■ How to complete this task ■
Beneath this task is a listing. State how many of its lines include the string "lists", giving nothing but the number.

■ Supplied entries ■
━━━━━━━━━━━━━━━━━━━━━━━━━━━━━━
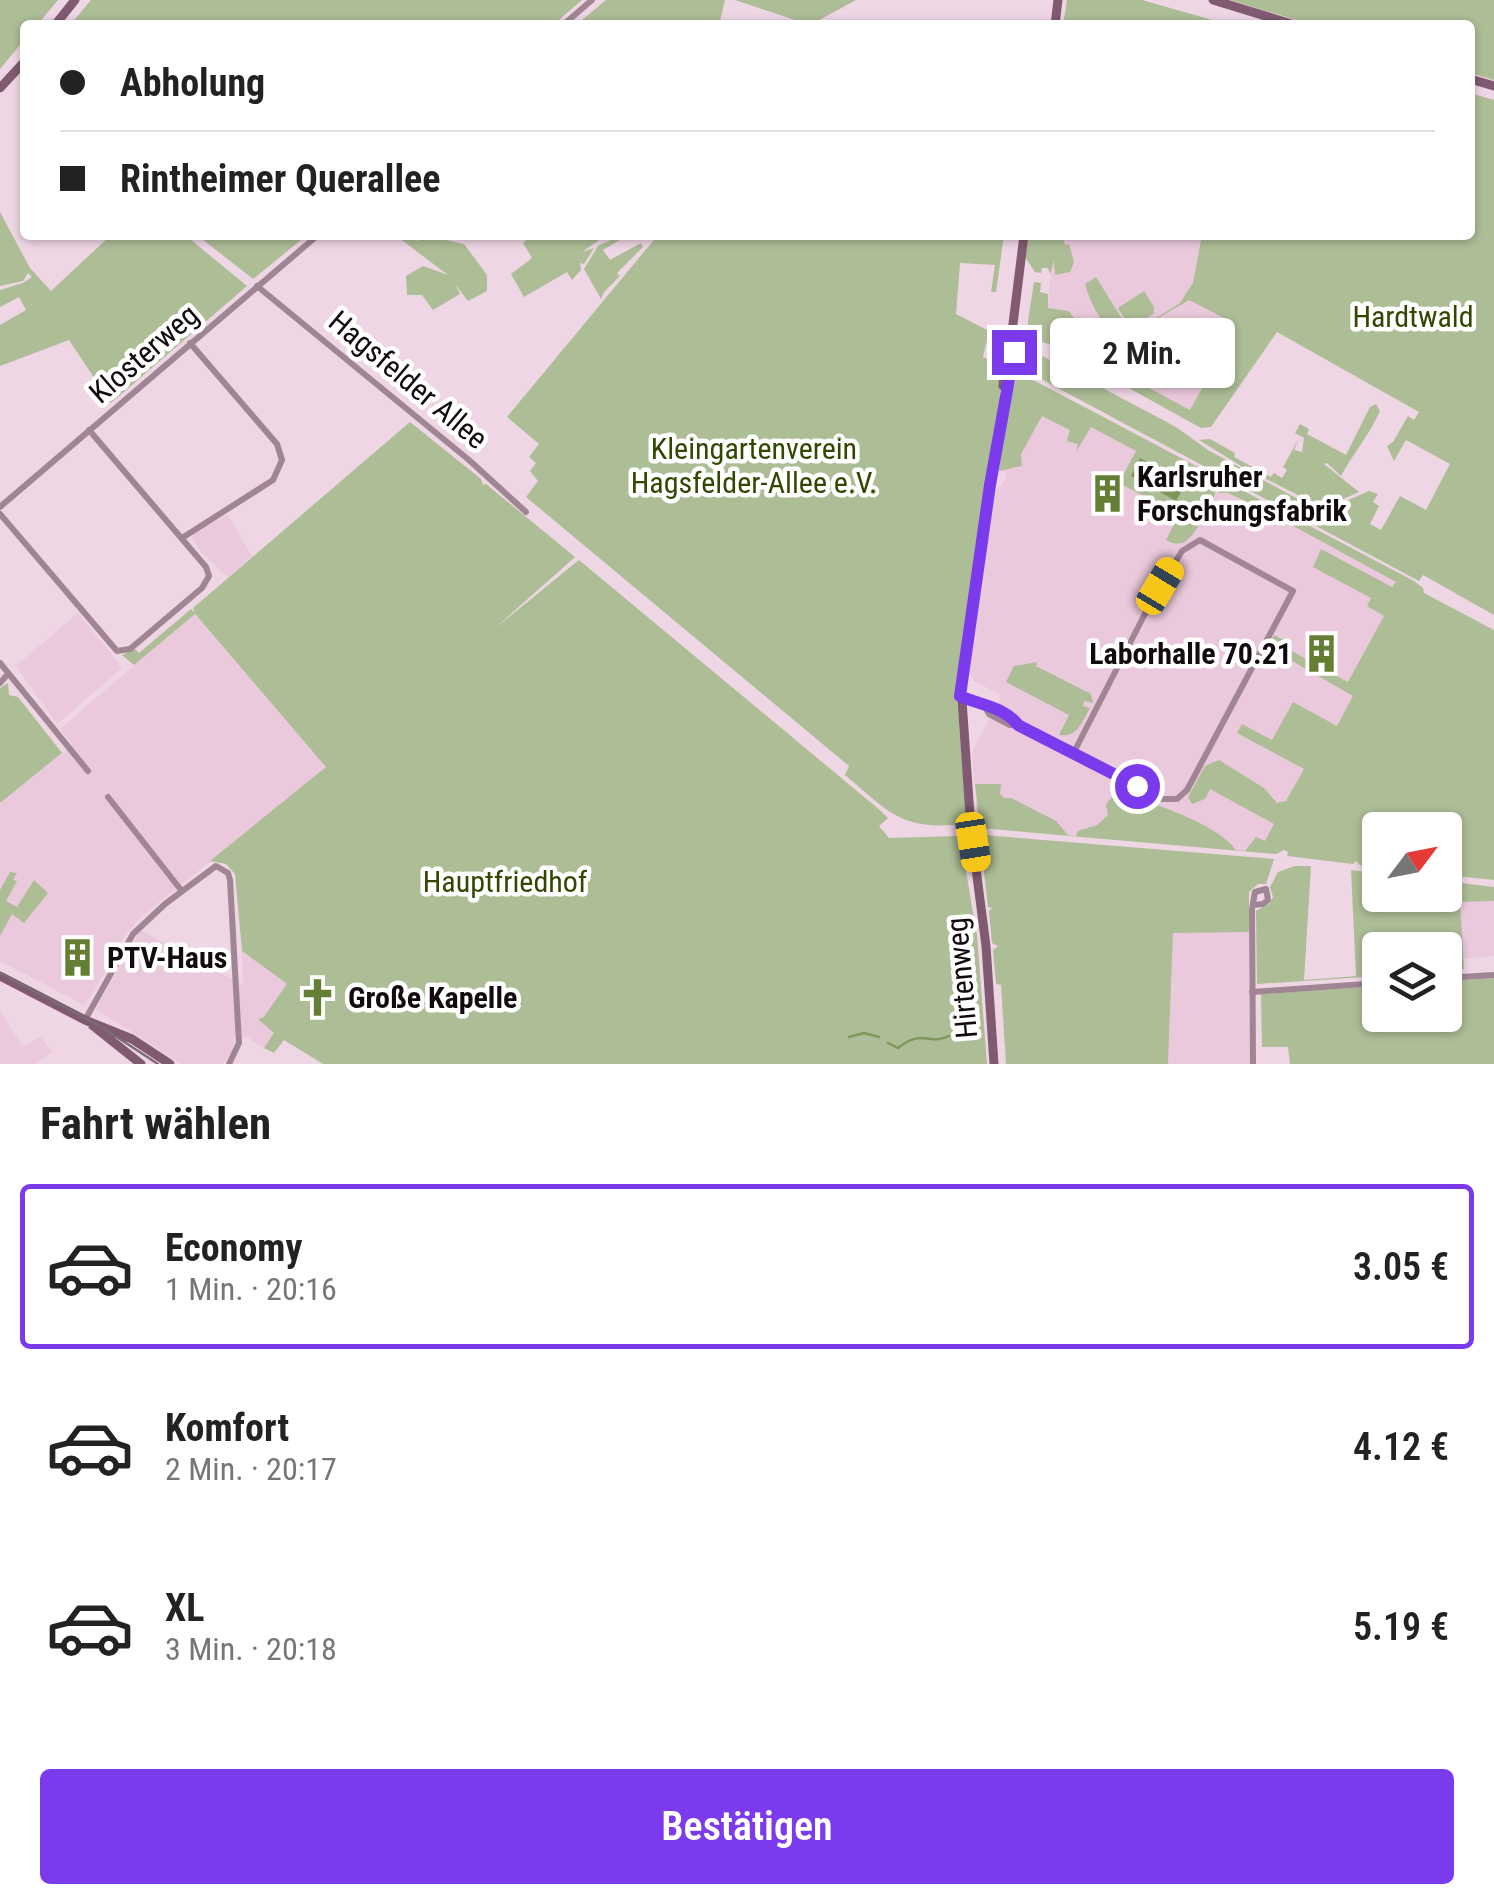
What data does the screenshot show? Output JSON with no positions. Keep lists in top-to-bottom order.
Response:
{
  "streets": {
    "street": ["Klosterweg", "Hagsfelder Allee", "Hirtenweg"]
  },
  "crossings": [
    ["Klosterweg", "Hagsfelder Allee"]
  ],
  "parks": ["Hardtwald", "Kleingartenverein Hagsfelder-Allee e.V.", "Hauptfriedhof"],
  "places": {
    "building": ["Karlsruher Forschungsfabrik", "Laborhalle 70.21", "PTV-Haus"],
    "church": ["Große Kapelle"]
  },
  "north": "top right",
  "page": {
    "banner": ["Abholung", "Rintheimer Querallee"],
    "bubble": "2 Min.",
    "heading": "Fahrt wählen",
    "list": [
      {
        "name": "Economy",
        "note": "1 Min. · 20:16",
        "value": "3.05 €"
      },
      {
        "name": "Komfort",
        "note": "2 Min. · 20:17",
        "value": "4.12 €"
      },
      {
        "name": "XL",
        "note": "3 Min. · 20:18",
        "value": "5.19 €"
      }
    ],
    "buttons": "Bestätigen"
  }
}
━━━━━━━━━━━━━━━━━━━━━━━━━━━━━━
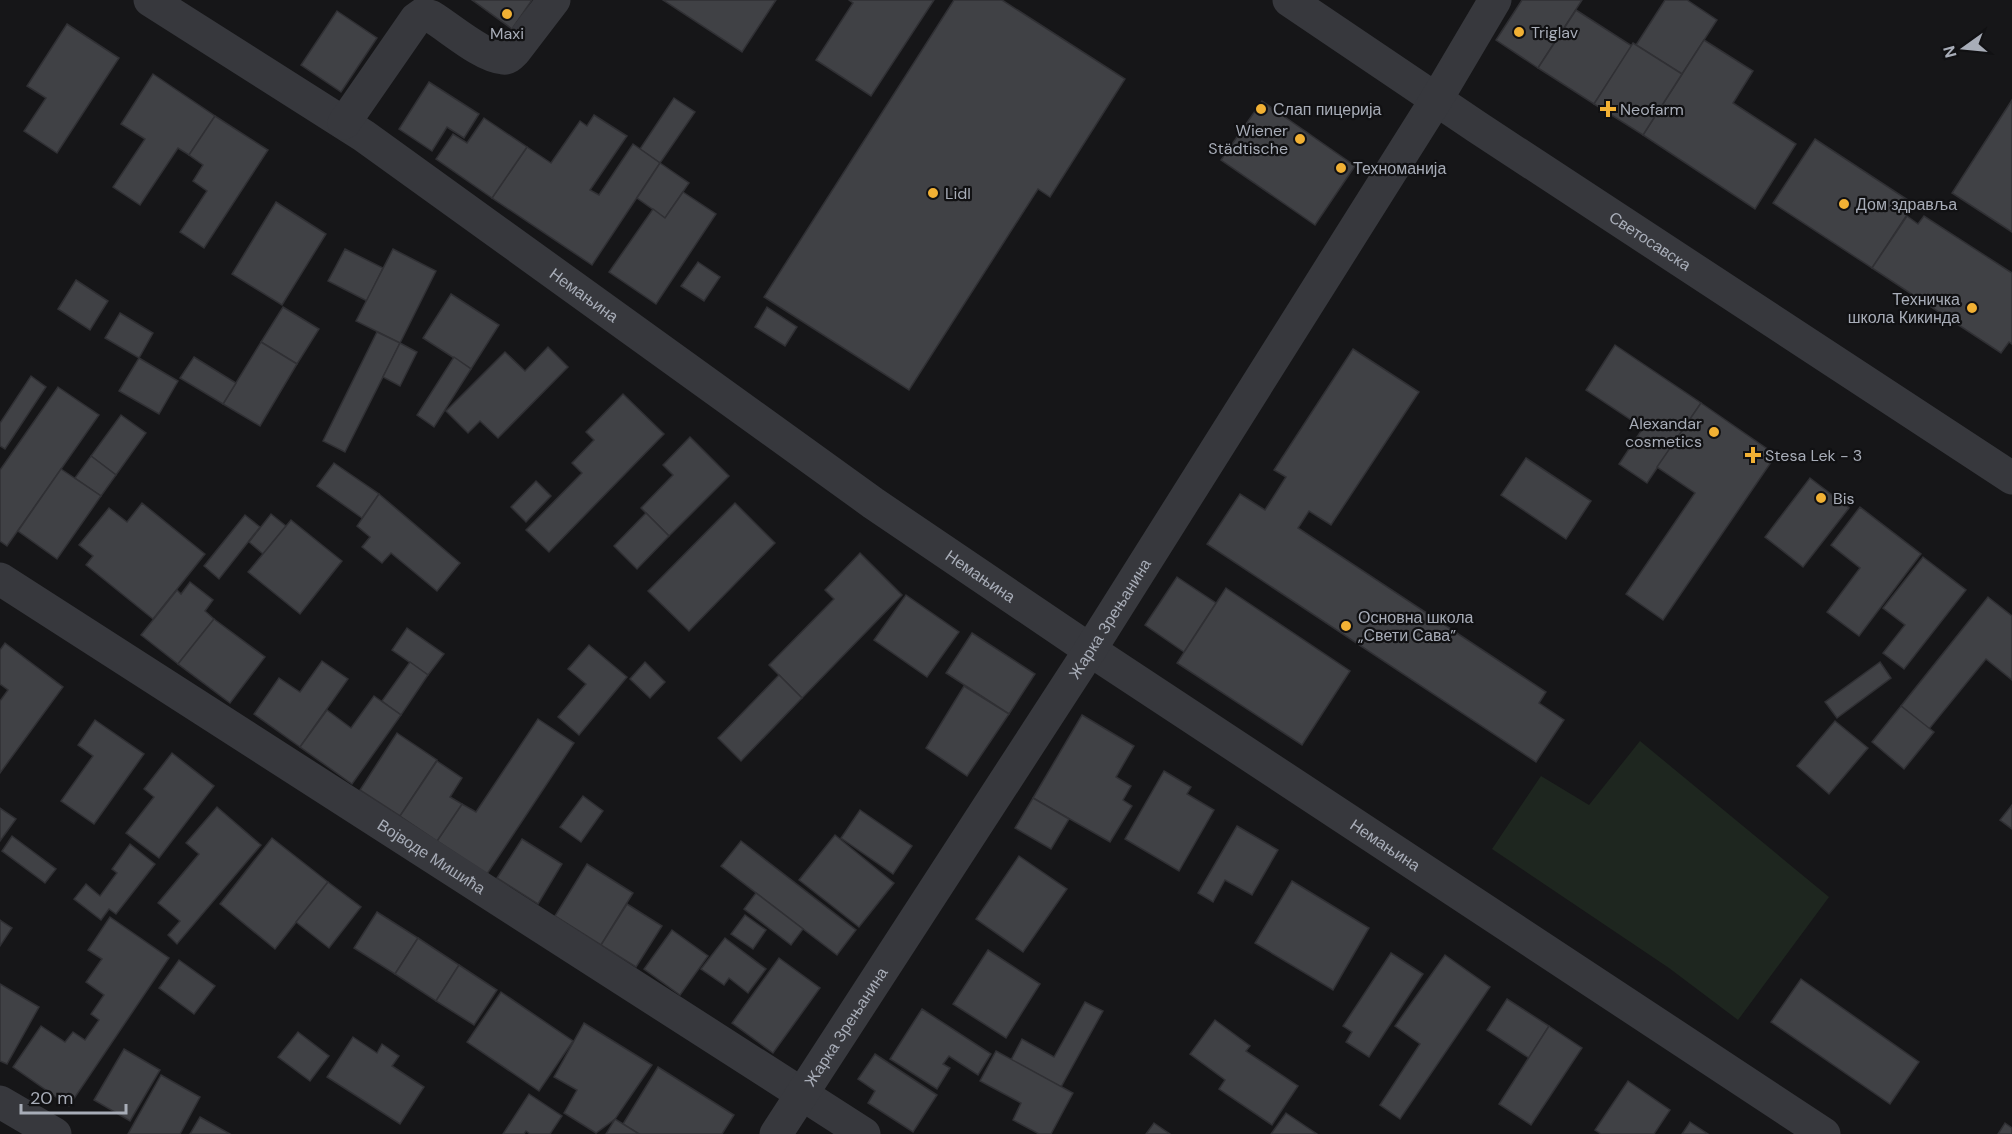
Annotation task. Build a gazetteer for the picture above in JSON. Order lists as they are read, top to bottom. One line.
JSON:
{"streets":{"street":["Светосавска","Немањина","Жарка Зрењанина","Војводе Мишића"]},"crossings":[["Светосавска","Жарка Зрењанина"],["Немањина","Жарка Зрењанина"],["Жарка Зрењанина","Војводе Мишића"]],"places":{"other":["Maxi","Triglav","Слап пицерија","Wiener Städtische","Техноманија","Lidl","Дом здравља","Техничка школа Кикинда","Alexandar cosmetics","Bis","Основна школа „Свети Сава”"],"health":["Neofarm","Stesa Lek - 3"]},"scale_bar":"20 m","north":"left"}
━━━━━━━━━━━━━━━━━━━━━━━━━━━━━━
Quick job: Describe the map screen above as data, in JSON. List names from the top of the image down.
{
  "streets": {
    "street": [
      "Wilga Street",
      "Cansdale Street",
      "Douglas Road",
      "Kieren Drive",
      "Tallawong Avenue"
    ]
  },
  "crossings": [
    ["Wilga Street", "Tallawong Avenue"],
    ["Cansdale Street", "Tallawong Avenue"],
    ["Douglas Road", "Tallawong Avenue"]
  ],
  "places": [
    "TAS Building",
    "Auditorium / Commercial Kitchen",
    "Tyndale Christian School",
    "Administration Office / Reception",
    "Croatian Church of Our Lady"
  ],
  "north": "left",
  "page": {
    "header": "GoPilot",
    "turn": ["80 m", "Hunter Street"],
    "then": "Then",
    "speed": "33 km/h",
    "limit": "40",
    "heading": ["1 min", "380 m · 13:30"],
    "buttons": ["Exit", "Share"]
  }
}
━━━━━━━━━━━━━━━━━━━━━━━━━━━━━━
■ Exercise answer ■
2